§ **Task instructions**: The string "coordinates" may appear in lines of the entries below. Report how many lines hold it, with only the number.

**** Data section ****

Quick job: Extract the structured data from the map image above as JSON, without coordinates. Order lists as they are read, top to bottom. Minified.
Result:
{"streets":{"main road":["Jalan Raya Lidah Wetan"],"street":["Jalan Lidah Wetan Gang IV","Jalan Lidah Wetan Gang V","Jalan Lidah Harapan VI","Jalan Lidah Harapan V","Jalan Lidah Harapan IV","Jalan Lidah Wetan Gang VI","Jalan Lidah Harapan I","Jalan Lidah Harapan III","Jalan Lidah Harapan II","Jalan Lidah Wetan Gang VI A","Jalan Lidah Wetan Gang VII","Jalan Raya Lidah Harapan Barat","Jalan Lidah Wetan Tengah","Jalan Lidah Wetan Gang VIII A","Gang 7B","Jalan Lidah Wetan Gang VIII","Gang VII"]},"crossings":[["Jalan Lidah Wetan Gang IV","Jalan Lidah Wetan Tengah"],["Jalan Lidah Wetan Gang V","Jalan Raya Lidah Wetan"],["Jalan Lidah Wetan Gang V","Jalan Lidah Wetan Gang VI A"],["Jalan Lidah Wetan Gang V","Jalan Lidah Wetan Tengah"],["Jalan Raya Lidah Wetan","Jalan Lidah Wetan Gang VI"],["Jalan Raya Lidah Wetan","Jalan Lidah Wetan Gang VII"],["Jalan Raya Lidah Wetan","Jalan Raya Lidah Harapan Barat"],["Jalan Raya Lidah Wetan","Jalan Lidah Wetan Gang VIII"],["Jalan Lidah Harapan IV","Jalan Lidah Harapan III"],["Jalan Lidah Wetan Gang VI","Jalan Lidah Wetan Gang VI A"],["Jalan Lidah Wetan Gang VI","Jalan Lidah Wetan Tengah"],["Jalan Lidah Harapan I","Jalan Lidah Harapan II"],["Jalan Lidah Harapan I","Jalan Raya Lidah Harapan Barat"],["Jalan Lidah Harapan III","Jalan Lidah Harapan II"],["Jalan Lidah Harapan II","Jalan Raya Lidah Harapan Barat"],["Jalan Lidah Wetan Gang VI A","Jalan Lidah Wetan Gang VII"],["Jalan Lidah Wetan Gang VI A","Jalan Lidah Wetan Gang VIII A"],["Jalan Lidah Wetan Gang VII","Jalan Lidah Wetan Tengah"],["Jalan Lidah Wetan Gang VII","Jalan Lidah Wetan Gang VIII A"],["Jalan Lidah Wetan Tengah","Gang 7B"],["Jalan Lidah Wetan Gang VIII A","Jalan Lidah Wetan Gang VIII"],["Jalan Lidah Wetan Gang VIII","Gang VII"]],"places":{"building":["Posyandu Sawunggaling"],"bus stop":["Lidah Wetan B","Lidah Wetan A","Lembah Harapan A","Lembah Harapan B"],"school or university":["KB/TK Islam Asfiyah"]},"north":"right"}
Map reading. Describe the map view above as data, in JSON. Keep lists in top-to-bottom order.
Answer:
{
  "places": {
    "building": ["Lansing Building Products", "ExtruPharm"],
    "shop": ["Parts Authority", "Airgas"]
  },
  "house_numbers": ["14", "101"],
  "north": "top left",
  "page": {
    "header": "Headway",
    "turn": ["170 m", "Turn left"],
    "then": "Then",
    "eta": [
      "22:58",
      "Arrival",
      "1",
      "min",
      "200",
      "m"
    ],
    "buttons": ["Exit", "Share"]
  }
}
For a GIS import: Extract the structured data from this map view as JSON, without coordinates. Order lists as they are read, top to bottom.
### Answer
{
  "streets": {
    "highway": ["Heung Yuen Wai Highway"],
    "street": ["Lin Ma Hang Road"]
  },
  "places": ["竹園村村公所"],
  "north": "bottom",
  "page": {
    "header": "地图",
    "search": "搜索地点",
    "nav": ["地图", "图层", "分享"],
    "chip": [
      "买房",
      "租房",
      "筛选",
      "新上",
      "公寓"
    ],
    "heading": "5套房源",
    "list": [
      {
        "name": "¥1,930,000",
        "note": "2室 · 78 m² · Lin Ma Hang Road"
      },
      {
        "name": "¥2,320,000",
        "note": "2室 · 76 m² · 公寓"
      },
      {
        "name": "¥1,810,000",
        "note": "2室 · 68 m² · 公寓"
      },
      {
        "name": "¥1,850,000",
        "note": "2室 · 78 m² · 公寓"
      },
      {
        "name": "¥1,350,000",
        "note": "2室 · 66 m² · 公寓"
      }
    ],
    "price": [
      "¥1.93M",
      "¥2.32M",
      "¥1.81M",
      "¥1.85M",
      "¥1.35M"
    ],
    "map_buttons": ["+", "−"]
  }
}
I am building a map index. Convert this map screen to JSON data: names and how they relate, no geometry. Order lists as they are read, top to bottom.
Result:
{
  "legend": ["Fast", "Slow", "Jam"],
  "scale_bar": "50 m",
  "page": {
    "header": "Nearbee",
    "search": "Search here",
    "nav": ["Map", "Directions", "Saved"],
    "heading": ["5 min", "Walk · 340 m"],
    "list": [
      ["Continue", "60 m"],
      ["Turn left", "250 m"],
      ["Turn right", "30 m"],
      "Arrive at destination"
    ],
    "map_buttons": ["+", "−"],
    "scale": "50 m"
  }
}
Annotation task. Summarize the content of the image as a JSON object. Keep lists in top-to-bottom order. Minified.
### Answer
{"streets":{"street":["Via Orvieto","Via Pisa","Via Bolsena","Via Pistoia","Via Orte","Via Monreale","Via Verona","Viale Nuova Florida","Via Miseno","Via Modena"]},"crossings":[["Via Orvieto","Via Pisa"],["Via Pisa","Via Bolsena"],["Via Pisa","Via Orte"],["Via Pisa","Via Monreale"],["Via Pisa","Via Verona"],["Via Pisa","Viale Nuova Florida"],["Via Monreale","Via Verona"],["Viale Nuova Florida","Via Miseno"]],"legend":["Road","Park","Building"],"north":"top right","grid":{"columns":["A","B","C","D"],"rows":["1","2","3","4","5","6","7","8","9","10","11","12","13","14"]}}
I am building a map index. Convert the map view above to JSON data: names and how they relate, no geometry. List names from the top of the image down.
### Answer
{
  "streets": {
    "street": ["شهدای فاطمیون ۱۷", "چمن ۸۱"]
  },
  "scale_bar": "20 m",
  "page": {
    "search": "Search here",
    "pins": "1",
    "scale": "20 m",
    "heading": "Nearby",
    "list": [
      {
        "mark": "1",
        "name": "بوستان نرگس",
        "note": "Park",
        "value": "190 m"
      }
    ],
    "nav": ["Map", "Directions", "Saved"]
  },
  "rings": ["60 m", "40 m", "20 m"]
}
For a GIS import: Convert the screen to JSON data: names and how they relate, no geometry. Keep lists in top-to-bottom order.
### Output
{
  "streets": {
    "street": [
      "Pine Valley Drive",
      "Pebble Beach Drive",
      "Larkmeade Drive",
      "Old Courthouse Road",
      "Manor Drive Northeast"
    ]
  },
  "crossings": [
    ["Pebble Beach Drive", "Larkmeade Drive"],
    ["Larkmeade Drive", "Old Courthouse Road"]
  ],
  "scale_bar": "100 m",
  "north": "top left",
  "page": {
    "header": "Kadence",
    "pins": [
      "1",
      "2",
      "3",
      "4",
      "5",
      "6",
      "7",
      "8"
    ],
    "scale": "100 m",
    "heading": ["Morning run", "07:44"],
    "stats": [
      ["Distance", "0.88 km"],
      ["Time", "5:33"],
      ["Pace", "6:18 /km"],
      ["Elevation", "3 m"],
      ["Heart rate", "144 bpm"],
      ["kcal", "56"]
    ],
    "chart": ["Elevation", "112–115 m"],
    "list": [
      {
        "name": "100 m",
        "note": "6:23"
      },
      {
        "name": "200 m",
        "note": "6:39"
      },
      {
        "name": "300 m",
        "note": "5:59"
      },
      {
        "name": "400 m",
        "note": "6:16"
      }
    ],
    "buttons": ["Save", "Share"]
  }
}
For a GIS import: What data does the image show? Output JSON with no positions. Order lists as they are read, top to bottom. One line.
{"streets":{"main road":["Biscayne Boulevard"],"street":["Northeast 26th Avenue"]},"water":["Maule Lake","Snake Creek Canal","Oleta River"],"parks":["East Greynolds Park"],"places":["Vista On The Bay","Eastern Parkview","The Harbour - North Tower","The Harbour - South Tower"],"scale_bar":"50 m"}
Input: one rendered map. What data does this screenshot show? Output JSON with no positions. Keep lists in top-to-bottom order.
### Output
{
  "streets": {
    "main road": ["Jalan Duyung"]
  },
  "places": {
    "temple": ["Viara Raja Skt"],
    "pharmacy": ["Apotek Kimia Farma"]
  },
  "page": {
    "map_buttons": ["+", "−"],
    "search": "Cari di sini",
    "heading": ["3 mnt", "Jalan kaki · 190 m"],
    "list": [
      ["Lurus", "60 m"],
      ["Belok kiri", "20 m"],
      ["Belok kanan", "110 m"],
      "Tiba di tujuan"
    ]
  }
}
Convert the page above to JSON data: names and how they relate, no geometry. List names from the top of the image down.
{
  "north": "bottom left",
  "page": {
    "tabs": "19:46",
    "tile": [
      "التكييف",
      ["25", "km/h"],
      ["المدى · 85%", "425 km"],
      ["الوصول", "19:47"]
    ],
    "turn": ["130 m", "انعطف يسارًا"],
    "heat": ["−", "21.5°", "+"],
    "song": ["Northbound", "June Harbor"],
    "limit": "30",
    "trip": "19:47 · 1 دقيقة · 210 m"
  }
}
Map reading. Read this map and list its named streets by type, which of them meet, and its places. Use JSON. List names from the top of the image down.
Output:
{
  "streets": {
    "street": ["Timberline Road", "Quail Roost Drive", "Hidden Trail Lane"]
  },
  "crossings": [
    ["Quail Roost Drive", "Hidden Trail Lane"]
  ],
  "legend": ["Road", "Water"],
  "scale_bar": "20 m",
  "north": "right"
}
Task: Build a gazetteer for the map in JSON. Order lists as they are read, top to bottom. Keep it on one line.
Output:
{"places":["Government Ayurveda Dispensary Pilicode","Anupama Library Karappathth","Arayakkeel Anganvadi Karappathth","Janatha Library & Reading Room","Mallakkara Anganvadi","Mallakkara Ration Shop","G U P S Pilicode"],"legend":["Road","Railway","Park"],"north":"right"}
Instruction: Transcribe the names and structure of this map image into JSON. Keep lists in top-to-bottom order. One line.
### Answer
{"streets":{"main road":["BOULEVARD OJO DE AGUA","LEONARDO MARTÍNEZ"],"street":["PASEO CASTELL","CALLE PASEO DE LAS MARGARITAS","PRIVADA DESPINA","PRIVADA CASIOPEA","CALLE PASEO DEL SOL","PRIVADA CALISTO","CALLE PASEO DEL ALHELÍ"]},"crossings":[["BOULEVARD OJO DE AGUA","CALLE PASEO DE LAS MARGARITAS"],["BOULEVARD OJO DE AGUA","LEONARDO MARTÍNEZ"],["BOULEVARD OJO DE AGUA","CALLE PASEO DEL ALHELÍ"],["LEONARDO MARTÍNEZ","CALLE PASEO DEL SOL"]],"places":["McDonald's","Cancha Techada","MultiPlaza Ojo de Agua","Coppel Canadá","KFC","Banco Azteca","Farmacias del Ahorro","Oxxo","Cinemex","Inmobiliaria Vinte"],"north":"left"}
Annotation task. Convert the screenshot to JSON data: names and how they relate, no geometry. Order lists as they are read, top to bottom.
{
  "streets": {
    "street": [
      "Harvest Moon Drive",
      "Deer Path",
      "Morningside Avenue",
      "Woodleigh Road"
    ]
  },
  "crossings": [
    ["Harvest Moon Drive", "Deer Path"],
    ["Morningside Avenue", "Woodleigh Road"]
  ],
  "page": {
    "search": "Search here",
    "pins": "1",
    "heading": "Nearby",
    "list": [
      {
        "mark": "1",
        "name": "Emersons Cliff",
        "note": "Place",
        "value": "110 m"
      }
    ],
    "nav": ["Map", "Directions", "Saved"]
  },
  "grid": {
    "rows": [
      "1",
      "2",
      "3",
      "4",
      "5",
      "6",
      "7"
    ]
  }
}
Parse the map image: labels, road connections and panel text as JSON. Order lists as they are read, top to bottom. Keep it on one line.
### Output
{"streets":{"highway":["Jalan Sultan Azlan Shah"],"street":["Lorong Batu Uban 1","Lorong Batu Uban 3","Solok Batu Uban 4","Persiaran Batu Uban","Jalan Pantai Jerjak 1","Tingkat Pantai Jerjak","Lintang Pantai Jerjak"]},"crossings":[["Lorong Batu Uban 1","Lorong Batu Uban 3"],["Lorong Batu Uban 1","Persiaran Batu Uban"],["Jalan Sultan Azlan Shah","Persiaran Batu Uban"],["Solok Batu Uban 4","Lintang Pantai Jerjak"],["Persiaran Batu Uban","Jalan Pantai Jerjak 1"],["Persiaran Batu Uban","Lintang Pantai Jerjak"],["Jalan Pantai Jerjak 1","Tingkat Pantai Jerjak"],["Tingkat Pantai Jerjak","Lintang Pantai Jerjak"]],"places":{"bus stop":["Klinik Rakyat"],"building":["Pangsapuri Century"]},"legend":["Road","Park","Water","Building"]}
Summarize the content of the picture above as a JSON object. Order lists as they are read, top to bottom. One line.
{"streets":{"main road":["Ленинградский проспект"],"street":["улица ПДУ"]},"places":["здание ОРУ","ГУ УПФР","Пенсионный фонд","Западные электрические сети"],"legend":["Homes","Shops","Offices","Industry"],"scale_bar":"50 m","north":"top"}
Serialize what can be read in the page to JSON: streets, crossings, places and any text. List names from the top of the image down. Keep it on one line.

****

§ **Answer for this exercise**: 2